Despite the research conducted throughout the building, the Beckman Institute for Advanced Science and Technology’s atrium is usually described as calm. Every so often, excitement arrives in the form of elementary school students, spinning in the red tilting chairs and brainstorming ways to improve the space. Could it fit a ball pit? A 3D printer room? What about even more spinning chairs?
These students are part of a 2-year-long partnership between Beckman and Champaign's South Side Elementary School. During their visits, they connect with Beckman community members, learn about science and explore future careers.

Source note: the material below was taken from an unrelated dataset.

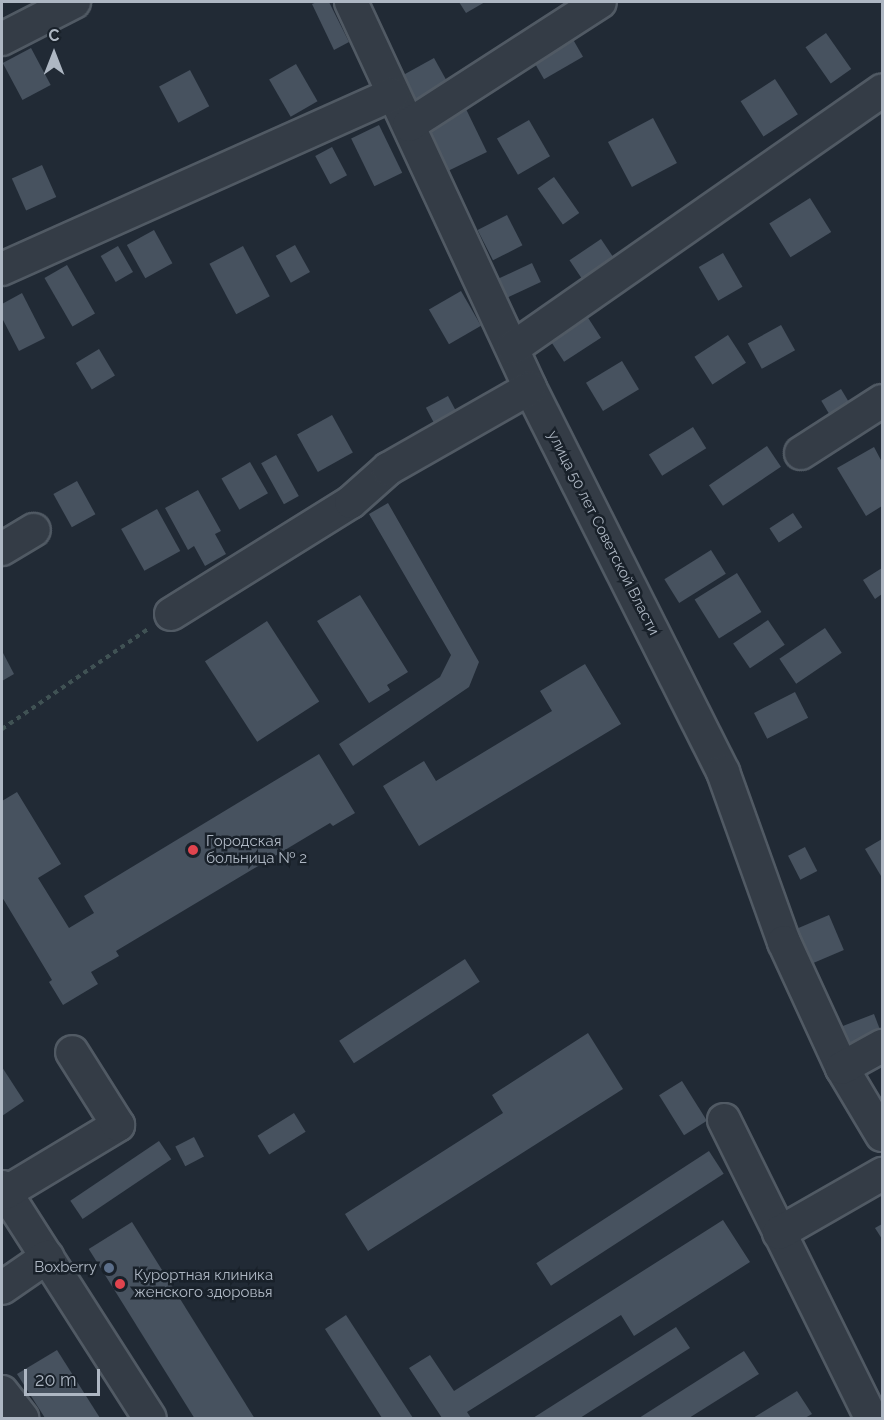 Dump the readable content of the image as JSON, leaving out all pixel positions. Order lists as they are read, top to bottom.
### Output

“We have a plethora of resources at the University of Illinois, and then we have the school district and the community,” said Anna Blacker, an instructional coach at South Side. “It’s important to have outreach both ways, make connections with each other and let the students see the different pathways their lives could take depending on their interests.”
Blacker came up with this partnership during a visit to Beckman through the Office of Public Engagement's iExplore program, where Unit 4 school district teachers visit campus organizations. She reached out to Lexie Kesler, Beckman’s outreach specialist, and together the two began building a schedule and curriculum for students in kindergarten through fifth grade.
Each grade visits Beckman once during the school year. The visits complement what the students are already learning in their classes.
Kindergarteners learning about emotions and empathy took a trip to Beckman's (dis)Ability Design Studio. Fourth graders studying inventions interviewed inventors and patent experts across campus, and third graders investigating the human body worked with members of the Neurocognitive Health Behavior Lab to measure the carotenoids from fruits and vegetables in their skin.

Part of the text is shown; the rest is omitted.